What you have to do: All of the data should be restated word for word.

*** Data below Section Begins ***

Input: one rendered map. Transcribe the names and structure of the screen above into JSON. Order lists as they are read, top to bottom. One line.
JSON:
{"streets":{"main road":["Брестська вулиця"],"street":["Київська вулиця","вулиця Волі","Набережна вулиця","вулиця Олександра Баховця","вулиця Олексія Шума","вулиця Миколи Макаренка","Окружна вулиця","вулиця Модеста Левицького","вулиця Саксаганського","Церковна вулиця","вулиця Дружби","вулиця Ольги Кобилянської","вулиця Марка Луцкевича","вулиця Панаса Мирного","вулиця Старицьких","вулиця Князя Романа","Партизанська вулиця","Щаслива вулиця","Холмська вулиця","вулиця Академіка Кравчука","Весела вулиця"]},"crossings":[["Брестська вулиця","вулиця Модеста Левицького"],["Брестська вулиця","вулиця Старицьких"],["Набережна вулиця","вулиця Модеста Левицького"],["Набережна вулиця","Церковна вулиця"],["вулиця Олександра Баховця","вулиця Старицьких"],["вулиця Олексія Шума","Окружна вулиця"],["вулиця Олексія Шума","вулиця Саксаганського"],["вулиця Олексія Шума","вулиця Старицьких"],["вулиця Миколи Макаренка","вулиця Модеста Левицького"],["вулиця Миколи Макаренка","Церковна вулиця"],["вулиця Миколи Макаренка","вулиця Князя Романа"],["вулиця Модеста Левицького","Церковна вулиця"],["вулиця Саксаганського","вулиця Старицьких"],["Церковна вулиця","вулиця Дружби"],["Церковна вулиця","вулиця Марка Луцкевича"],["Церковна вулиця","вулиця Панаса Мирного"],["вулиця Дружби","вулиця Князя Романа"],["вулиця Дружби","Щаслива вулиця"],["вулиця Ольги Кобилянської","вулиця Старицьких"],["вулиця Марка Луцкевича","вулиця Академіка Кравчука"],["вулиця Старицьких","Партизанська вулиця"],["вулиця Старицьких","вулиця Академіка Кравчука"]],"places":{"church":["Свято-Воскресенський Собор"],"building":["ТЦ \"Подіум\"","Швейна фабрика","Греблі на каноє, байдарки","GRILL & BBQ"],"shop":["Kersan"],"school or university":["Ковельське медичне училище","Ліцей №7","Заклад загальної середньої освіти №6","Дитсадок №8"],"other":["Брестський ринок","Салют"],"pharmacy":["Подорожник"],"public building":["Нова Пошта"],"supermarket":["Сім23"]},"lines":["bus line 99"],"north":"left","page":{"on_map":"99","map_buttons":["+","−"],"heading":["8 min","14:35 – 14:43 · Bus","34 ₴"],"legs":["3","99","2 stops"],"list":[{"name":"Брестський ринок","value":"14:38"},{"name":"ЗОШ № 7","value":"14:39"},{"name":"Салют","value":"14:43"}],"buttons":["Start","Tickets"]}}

*** Data below Section Ends ***

Response:
Input: one rendered map. Transcribe the names and structure of the screen above into JSON. Order lists as they are read, top to bottom. One line.
JSON:
{"streets":{"main road":["Брестська вулиця"],"street":["Київська вулиця","вулиця Волі","Набережна вулиця","вулиця Олександра Баховця","вулиця Олексія Шума","вулиця Миколи Макаренка","Окружна вулиця","вулиця Модеста Левицького","вулиця Саксаганського","Церковна вулиця","вулиця Дружби","вулиця Ольги Кобилянської","вулиця Марка Луцкевича","вулиця Панаса Мирного","вулиця Старицьких","вулиця Князя Романа","Партизанська вулиця","Щаслива вулиця","Холмська вулиця","вулиця Академіка Кравчука","Весела вулиця"]},"crossings":[["Брестська вулиця","вулиця Модеста Левицького"],["Брестська вулиця","вулиця Старицьких"],["Набережна вулиця","вулиця Модеста Левицького"],["Набережна вулиця","Церковна вулиця"],["вулиця Олександра Баховця","вулиця Старицьких"],["вулиця Олексія Шума","Окружна вулиця"],["вулиця Олексія Шума","вулиця Саксаганського"],["вулиця Олексія Шума","вулиця Старицьких"],["вулиця Миколи Макаренка","вулиця Модеста Левицького"],["вулиця Миколи Макаренка","Церковна вулиця"],["вулиця Миколи Макаренка","вулиця Князя Романа"],["вулиця Модеста Левицького","Церковна вулиця"],["вулиця Саксаганського","вулиця Старицьких"],["Церковна вулиця","вулиця Дружби"],["Церковна вулиця","вулиця Марка Луцкевича"],["Церковна вулиця","вулиця Панаса Мирного"],["вулиця Дружби","вулиця Князя Романа"],["вулиця Дружби","Щаслива вулиця"],["вулиця Ольги Кобилянської","вулиця Старицьких"],["вулиця Марка Луцкевича","вулиця Академіка Кравчука"],["вулиця Старицьких","Партизанська вулиця"],["вулиця Старицьких","вулиця Академіка Кравчука"]],"places":{"church":["Свято-Воскресенський Собор"],"building":["ТЦ \"Подіум\"","Швейна фабрика","Греблі на каноє, байдарки","GRILL & BBQ"],"shop":["Kersan"],"school or university":["Ковельське медичне училище","Ліцей №7","Заклад загальної середньої освіти №6","Дитсадок №8"],"other":["Брестський ринок","Салют"],"pharmacy":["Подорожник"],"public building":["Нова Пошта"],"supermarket":["Сім23"]},"lines":["bus line 99"],"north":"left","page":{"on_map":"99","map_buttons":["+","−"],"heading":["8 min","14:35 – 14:43 · Bus","34 ₴"],"legs":["3","99","2 stops"],"list":[{"name":"Брестський ринок","value":"14:38"},{"name":"ЗОШ № 7","value":"14:39"},{"name":"Салют","value":"14:43"}],"buttons":["Start","Tickets"]}}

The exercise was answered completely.